**EXERCISE:** Scan the entries that follow and give only the number of lines containing "Вознесенський".
**** STORED DATA
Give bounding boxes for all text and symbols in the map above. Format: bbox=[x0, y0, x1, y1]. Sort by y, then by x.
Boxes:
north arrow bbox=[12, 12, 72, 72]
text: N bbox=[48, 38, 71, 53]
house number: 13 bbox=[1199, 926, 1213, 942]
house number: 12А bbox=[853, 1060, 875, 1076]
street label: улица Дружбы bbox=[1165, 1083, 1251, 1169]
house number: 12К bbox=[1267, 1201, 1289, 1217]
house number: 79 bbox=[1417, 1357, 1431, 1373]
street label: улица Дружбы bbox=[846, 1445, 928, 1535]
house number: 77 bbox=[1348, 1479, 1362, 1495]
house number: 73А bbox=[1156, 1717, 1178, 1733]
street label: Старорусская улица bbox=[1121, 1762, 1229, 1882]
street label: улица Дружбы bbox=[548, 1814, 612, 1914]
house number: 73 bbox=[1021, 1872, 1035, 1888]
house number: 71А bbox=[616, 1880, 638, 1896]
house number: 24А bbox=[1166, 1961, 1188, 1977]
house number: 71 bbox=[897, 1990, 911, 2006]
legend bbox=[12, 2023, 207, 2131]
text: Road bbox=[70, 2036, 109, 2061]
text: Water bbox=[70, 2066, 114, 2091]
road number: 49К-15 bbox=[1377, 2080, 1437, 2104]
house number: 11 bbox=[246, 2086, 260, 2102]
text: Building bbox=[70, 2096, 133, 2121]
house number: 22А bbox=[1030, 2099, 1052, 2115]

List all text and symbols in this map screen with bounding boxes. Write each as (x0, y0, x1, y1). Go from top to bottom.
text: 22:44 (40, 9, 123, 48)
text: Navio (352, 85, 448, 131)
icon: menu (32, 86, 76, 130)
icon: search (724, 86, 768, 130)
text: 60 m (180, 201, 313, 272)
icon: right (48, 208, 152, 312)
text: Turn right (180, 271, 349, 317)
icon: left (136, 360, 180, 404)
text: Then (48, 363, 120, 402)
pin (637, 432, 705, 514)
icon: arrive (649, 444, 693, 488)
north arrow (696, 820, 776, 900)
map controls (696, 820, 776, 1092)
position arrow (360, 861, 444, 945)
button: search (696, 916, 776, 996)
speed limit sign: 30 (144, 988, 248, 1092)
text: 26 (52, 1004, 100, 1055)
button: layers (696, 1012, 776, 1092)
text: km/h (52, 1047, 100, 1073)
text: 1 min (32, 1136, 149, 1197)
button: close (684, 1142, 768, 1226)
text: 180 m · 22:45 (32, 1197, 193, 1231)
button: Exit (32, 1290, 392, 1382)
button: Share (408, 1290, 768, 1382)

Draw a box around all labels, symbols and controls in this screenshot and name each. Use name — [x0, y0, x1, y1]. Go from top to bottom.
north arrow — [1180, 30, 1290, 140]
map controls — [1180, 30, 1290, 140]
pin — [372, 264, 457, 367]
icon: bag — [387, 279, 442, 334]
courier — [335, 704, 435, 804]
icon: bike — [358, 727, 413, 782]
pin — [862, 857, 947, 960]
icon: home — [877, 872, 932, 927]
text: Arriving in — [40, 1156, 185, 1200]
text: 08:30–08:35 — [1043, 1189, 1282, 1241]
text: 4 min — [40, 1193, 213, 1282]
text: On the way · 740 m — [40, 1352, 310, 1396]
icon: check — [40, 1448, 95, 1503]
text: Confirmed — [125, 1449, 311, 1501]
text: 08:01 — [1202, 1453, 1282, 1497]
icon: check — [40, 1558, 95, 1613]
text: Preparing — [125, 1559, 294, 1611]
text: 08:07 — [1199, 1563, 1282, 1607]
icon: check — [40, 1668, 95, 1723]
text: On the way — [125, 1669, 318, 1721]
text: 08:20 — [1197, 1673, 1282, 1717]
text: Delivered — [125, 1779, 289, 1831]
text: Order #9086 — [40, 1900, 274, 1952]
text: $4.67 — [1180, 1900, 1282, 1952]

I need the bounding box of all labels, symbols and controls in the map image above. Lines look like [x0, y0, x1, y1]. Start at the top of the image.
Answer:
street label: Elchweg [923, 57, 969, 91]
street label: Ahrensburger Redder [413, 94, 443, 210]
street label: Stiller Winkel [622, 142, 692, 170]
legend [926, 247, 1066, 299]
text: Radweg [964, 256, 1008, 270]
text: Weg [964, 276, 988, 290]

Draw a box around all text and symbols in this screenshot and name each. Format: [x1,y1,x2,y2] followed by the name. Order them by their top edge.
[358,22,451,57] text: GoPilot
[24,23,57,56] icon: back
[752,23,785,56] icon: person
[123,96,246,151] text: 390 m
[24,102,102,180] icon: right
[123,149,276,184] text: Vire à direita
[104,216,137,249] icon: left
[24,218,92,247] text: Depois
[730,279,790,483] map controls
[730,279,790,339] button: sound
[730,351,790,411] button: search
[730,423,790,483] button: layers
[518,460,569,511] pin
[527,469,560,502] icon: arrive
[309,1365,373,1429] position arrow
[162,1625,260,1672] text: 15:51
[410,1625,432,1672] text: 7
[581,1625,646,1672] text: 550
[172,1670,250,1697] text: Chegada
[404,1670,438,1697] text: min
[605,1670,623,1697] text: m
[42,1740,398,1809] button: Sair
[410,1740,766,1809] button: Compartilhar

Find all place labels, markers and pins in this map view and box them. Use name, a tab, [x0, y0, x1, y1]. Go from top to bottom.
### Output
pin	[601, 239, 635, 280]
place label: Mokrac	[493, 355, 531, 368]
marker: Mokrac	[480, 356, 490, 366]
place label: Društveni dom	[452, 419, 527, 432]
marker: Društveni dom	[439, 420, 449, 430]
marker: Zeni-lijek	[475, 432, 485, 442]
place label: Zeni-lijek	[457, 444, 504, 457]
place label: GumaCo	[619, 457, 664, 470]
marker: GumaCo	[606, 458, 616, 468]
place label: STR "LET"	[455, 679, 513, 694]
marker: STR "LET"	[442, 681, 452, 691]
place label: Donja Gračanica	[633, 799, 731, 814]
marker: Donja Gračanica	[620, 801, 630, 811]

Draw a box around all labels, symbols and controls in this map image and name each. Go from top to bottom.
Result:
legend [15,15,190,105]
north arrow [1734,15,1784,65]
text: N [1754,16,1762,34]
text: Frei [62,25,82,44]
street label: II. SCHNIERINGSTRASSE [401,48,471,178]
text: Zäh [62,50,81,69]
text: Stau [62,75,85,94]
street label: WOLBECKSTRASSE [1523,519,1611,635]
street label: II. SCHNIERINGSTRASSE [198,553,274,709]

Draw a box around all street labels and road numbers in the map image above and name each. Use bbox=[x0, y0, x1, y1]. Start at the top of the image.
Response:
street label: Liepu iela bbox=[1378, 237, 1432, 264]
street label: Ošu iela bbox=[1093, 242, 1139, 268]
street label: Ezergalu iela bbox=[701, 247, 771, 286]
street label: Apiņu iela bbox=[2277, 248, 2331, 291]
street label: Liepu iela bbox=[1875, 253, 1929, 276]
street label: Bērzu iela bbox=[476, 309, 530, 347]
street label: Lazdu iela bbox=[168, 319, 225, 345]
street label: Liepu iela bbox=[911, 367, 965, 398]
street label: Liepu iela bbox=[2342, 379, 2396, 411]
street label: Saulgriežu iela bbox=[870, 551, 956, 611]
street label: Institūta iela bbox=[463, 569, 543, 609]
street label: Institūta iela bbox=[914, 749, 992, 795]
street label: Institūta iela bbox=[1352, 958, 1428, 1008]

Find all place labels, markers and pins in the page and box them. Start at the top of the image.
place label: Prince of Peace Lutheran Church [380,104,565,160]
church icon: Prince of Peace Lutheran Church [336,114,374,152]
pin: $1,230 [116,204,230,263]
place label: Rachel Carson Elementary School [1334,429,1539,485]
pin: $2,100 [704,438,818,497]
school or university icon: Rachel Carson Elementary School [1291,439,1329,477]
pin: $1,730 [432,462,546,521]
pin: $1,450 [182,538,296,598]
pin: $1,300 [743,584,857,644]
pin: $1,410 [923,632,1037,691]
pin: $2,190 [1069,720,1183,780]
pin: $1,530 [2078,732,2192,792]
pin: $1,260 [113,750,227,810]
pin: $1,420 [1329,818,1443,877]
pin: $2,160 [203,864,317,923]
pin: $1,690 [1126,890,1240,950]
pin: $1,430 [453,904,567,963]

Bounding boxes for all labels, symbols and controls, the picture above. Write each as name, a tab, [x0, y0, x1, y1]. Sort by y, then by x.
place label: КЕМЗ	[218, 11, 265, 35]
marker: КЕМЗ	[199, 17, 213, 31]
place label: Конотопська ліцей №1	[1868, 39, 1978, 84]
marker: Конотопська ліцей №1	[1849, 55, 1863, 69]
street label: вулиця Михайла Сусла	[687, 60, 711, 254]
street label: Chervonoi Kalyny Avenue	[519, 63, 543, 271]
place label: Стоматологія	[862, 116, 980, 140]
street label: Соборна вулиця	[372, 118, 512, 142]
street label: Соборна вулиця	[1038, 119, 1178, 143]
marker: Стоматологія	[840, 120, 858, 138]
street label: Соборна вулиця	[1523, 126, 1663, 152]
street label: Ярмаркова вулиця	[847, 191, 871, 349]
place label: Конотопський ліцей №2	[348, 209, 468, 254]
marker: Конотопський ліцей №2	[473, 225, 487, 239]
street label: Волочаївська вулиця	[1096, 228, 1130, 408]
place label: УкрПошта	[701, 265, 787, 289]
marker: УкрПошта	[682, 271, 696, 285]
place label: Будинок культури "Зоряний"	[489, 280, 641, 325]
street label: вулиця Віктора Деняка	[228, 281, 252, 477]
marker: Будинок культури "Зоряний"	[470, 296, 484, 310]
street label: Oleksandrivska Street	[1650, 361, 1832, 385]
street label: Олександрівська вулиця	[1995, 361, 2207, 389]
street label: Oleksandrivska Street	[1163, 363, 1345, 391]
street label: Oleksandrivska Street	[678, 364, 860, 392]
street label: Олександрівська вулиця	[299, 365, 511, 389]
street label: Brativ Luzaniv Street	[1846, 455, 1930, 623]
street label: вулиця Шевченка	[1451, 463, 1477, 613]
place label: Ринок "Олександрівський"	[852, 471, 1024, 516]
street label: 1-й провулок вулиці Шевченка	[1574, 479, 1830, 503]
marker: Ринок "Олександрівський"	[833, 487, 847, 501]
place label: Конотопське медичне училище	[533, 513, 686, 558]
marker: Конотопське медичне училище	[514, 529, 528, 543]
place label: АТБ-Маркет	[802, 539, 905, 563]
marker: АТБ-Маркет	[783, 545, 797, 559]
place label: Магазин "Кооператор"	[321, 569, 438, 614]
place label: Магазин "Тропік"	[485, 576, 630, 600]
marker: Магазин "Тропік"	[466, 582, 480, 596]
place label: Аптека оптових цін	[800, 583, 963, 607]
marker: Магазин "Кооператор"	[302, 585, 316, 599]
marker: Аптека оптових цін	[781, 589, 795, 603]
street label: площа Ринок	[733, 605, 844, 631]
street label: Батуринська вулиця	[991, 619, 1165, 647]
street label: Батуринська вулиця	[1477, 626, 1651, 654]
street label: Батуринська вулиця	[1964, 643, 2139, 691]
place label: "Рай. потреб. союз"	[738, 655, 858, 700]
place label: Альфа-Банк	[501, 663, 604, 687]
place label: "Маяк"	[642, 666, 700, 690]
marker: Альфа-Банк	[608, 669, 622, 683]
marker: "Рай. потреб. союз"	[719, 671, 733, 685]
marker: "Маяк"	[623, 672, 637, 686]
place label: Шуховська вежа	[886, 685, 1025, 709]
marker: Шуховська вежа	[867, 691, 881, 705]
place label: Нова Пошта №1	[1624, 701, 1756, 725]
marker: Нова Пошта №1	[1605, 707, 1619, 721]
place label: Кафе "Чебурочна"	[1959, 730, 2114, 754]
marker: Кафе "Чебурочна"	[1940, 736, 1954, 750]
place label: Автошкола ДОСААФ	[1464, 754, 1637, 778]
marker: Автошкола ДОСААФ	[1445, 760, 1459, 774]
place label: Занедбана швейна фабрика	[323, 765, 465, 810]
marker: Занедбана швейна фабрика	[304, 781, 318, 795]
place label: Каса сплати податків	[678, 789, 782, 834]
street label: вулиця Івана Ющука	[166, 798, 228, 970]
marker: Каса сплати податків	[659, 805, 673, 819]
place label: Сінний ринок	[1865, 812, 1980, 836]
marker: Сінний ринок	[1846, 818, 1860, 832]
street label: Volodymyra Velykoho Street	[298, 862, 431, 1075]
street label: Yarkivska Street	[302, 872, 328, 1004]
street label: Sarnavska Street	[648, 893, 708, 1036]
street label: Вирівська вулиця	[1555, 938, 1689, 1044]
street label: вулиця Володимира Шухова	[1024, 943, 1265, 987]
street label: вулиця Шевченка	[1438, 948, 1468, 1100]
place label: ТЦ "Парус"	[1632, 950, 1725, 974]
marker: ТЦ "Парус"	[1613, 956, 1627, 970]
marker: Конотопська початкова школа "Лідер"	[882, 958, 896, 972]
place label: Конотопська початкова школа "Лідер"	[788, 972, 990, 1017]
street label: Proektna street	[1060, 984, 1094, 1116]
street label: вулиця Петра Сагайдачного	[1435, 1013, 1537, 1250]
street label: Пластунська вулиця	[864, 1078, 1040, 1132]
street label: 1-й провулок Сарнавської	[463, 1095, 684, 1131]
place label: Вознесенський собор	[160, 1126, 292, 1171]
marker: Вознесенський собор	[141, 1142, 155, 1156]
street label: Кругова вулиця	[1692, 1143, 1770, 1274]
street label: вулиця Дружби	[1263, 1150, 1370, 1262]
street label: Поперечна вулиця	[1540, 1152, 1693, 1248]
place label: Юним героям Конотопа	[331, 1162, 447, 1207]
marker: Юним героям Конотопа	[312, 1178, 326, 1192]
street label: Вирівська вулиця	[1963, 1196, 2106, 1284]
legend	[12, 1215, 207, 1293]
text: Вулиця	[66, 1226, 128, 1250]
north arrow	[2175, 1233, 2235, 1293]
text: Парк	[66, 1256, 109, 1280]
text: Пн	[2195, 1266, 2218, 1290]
********
**REPLY TO THE TASK:** 2